1. 20

  2. 3

    Would someone more familiar with rust sort of explain what’s going on here?

    My understanding is they’re rewriting the borrow checker to somehow be smarter about inferring ownership. He kept throwing around “NLL” but I couldn’t readily find what that stands for.

    1. 9

      NLL is Non-Lexical Lifetimes. Lifetimes in Rust so far are determined essentially by the same rules as variable scope; a program is not allowed to have references to a variable after that variable goes out of scope. This is easy to implement and easy to reason about, but not terribly flexible.

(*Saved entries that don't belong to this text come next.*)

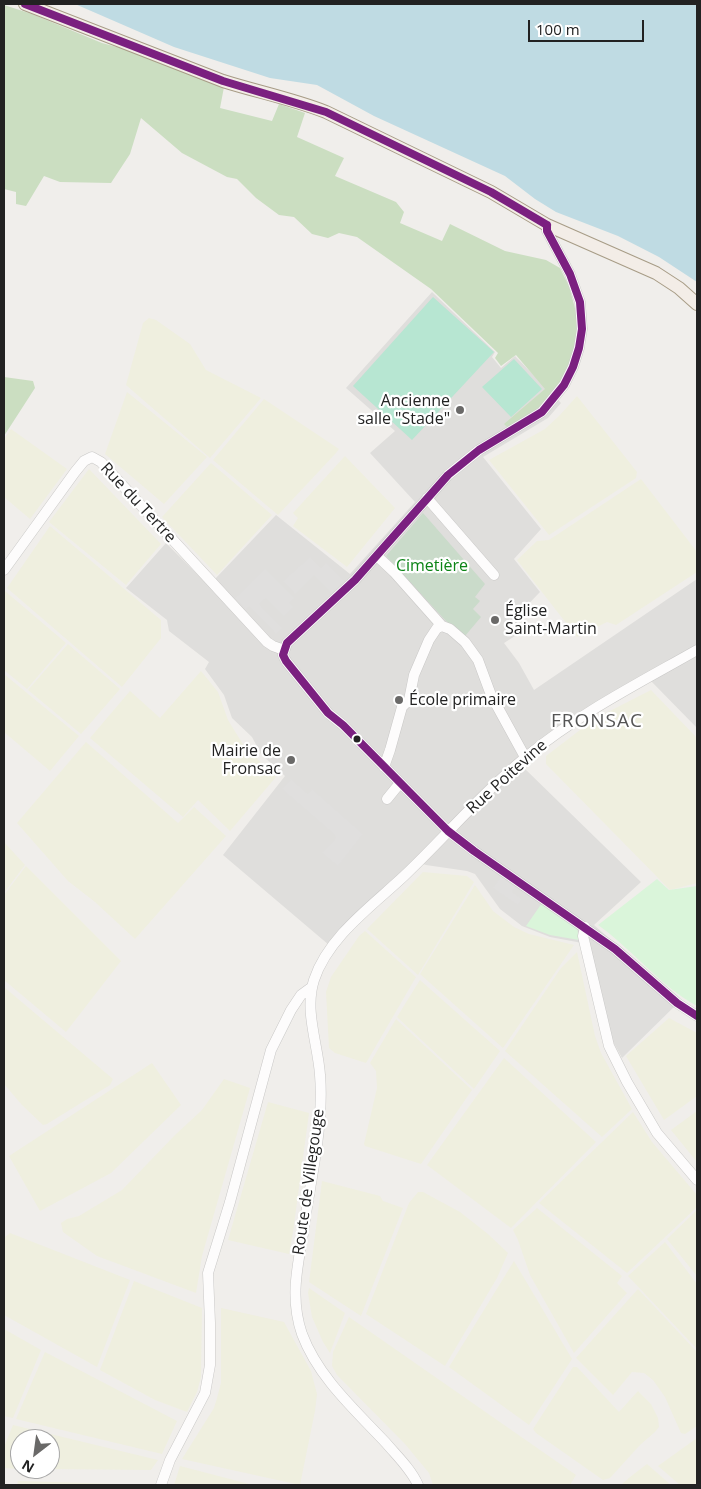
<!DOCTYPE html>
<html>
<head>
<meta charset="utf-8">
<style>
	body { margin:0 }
	#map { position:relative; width:701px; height:1489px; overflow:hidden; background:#f0eeeb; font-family:"Open Sans",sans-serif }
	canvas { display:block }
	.frame { position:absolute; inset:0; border:5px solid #222; pointer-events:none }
	.north { position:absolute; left:10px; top:1429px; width:50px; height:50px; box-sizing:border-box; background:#fff; border:1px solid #a7a7a7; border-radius:50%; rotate:210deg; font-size:14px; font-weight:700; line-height:20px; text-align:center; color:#222 }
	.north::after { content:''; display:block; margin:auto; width:18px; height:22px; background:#6a6968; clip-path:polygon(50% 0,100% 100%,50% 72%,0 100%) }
	.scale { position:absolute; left:528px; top:20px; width:116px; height:22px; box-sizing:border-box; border:2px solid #222; border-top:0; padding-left:6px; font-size:15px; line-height:18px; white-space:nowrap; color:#222; -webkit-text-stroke:4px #fff; paint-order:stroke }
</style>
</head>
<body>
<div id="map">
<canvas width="701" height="1489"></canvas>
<div class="frame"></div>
<div class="north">N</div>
<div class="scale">100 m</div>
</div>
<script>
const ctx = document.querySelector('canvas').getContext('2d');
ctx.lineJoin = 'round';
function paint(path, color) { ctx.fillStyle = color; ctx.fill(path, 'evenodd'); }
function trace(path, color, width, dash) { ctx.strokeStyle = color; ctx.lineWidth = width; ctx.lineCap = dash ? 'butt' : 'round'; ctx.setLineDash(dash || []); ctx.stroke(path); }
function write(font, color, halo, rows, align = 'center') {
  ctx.font = font + ' "Open Sans",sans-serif'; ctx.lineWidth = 4.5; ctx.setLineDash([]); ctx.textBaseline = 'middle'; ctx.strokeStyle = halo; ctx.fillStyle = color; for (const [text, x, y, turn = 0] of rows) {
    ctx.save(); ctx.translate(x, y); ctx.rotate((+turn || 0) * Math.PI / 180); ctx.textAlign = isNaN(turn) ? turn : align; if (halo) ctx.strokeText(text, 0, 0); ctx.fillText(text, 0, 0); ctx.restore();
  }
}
const residential = new Path2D(`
	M432,292L495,352L492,357L501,368L515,356L561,403L548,418L483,457L541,529L514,559L540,592L515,618L520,628L515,636L504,643L519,663L534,690L697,579V728L651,681L565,731L522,766L641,882L594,925L680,1001L622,1058L611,1038L588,946L577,942L550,937L522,926L500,909L475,874L467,871L426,865L415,861L329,945L223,855L285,776L261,754L252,737L232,718L224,695L205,669L209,662L169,631L167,620L126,588L166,543L206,583L215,579L276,515L350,574L415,502L370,453L395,431L346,388Z`);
const farmland = new Path2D(`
	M149,318L156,320L190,344L206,370L261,398L210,458L126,385L143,323Z
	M127,392L207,457L164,504L105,454Z
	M577,396L637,472L636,478L549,535L489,460L545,429L560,415Z
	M264,399L339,449L336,453L278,515L213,460Z
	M11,429L67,469L30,519L4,497V439Z
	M345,456L395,508L347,567L293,526L298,518L293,513Z
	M211,463L272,515L217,575L162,517Z
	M89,469L161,544L126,585L49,522Z
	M641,479L697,552V572L616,625L607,622L577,637L517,560L537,541L549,540Z
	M50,526L161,620V638L122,687L7,588Z
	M5,591L66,643L27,689L4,670V593Z
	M68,644L120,689L81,734L28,690Z
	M201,671L218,692L228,720L244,746L276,777L230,831L198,800L183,817L90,738L130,691L160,718Z
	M4,674L79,736L50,771L4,732Z
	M651,690L697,738V883L670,890L546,764V756L580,730L606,713Z
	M86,742L178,823L194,807L226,836L135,939L95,902L68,881L17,823Z
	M4,842L25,865L4,893Z
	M26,866L121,961L66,1032L4,980V895Z
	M423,872L467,876L474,882L418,975L367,929Z
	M475,885L493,911L514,927L529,934L574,945L503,1048L420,974Z
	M365,931L416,977L366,1063L335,1053L329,1048L326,992L331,977L359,936Z
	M577,952L595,1036L601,1053L632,1109L602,1137L505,1051L561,968Z
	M420,980L500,1051L474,1089L397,1017Z
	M4,987L113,1079L110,1085L47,1124L43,1125L22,1105L4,1084Z
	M669,1018L697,1033V1096L664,1120L626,1056Z
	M396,1019L472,1090L421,1164L365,1146L364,1144L377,1088L376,1071L370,1063Z
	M504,1058L596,1142L511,1228L427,1165Z
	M152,1063L181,1105L111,1173L40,1211L9,1156Z
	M224,1079L250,1088L202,1256L196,1293L97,1256L63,1232L61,1223L67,1219L79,1216L122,1190L175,1135L202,1110Z
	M268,1102L309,1113L293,1232L289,1254L228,1240Z
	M697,1111V1162L671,1130Z
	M633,1112L652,1142L697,1195V1207L627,1273L539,1203Z
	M322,1181L380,1196L383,1201L403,1208L361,1316L309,1282Z
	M418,1192H423L460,1212L488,1234L508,1253L497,1278L445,1366L366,1314L409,1203Z
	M537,1208L622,1276L617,1283L627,1293L574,1353L530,1275L518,1240L513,1230Z
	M697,1210V1276L667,1239Z
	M10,1233L130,1280L97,1367L4,1315V1238Z
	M665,1242L697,1284V1349L628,1276Z
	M514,1261L572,1359L529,1425L449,1367Z
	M134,1281L202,1308L201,1377L197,1392L187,1412L155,1400L100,1370Z
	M309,1288L345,1313L330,1353L323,1342L312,1317L308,1293Z
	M638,1289L697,1352V1426L685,1434L681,1433L665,1397L653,1380L644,1373L632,1372L613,1395L576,1358Z
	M221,1308L284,1322L311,1371L317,1394L315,1411L300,1485L182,1459L214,1408L217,1398L221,1383Z
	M349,1317L576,1475L570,1485H433L429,1473L405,1444L337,1375L332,1366L333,1352Z
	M4,1329L41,1350L13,1418L4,1416Z
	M45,1352L177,1421L162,1454L16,1419Z
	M573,1367H577L619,1412L638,1391L651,1404L658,1418L659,1427L655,1432L640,1445L610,1478L603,1480L536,1433L533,1429Z
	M13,1425L158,1460L151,1470L50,1469V1439H20V1469L4,1468V1447Z
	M697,1438V1485H680L658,1466Z
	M647,1464L671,1485H621L630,1477Z
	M180,1466L253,1485H174Z
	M18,1481L152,1485H17Z`);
const forest = new Path2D(`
	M4,5L32,14L102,43L143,54L224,87L220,108L272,121L279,104L305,113L297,137L344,158L335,176L396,202L404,212L400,223L442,241L450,224L505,251L546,260L560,268L569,286L576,312L577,332L572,360L563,380L552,395L534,412L508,428L504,424L545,389L516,355L501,366L495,358L498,353L431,289L357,237L339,233L328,238L312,234L294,217L279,215L256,198L237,179L227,177L182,153L141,118L130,154L111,183L60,182L44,176L26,206L16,204V192L4,189Z
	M4,377L33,381L35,388L4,436Z`);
const cemetery = new Path2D(`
	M423,513L485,584L475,597L480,601L473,609L481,617L465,636L446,621L386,556Z`);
const park = new Path2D(`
	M657,879L669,890L697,886V1006C660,986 633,950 598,925Z
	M542,903L577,927L579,940L550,935L526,926Z`);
const pitch = new Path2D(`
	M433,297L494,352L412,440L353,386Z
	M514,359L542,389L511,417L482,387Z`);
const parking = new Path2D(`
	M310,557L321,568L326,563L345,581L332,593L314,575L295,594L283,581Z
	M265,569L294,598L289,603L293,607L284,616L266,598L259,604L282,628L276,634L249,606L246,610L235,598Z
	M291,779L308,794L312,789L363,834L338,866L322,853L336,838L335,835L282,789Z
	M502,875L517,885L512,892L522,899L518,905L493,888Z`);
const water = new Path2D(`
	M75,4H697V282L659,257L618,236L556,212L535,199L505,176L374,116L317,85L270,78L174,47Z`);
const minor = new Path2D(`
	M547,225V231L570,274L580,302L582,329L579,348L573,367L564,385L542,412L479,450L448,475L355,580L287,643L283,655L286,661L328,713L343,725L448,831L474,851L615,949L677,1003L697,1016
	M427,498L494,575
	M377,556L394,572L442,626
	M4,570L75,472L84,461L92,457L101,462L267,642L273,646L284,650
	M384,767L390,750L402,707L409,700L414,675L429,640L437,628L442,626L450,629L465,642L478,660L491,695L525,757
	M387,799L400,783
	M585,927L583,936L609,1046L627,1082L657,1133L697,1180
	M161,1485L170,1460L205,1393L210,1365V1323L208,1273L230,1202L271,1050L291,1010L301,995L312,987
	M418,1485C411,1469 397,1456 386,1443C355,1410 318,1377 302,1334C290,1299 297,1269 303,1234C307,1204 313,1174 317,1145C320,1122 322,1098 320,1075C318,1044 304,1011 314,980C328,937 372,906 404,876C445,837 482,793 526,757C578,714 639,683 697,650`);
const major = new Path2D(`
	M25,4L223,81C258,92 293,99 326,112L491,192L547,225L656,273L679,288L697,304`);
const bus1 = new Path2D(`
	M25,4L223,81L326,112L491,192L547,225
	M547,225V231L570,274L580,302L582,329L579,348L573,367L564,385L542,412L479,450L448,475L355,580L287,643L283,655L286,661L328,713L343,725L448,831L474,851L615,949L677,1003L697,1016`);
const markers = [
	[460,410,5,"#6a6968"],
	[495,620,5,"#6a6968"],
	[399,700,5,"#6a6968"],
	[357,739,4.5,"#222"],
	[291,760,5,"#6a6968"]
];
const poiNames = [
	["Ancienne",450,401],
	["salle \"Stade\"",450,419],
	["Église",505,611,"left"],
	["Saint-Martin",505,629,"left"],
	["École primaire",409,700,"left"],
	["Mairie de",281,751],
	["Fronsac",281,769]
];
const streetNames = [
	["Rue du Tertre",138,503,47],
	["Rue Poitevine",507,777,-42],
	["Route de Villegouge",309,1182,-82]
];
const parkNames = [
	["Cimetière",432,566]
];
const quarterNames = [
	["FRONSAC",597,722]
];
paint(residential, '#dfdedc');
paint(farmland, '#efefdf');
paint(forest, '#cbdec1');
paint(cemetery, '#cadbca');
paint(park, '#daf5da');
paint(pitch, '#b7e6d2');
paint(parking, '#e0dfde');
paint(water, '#bfdbe3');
trace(minor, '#c9c8c7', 11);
trace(major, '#a79c86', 14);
trace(minor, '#fdfcfc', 10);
trace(major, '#f3ede7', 12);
trace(bus1, '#7b2080', 8);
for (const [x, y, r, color] of markers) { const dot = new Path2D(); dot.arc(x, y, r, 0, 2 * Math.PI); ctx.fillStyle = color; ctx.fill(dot); trace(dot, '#fff', 2); }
write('16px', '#222', '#fff', poiNames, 'right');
write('16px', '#222', '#fff', streetNames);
write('16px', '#0c8416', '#fff', parkNames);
ctx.letterSpacing = '1px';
write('19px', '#555', '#fff', quarterNames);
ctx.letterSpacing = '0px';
</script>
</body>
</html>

      NLL does more powerful analysis based off the actual data flow in the program, which basically relaxes the rules somewhat. I believe the canonical introduction to the concept is here: http://smallcultfollowing.com/babysteps/blog/2016/04/27/non-lexical-lifetimes-introduction/

      1. 7

        Everything icefox says is true, here is a (runnable) simple example that hints at why we want it so badly:

        let mut v = vec![0]; // Create a Vector (growable array) containing a single element `0`.
        let ref_v = &v[0]; // Take a reference to that element
        if opaque() {
            println!("{}", ref_v); // Do something with that reference
        else {
            v.push(2); // Mutate the vector

        without NLL, i.e. with lexical lifetimes, the compiler doesn’t know that we won’t use ref_v inside the else block. As such it has to reject the code (otherwise ref_v might become a dangling pointer if the vector reallocates itself). With NLL we know that we never use ref_v again if we enter the else block, so we can accept this code.

        This pattern comes up all the time in real life, it’s basically always possible to work around it, but often it makes the code less elegant.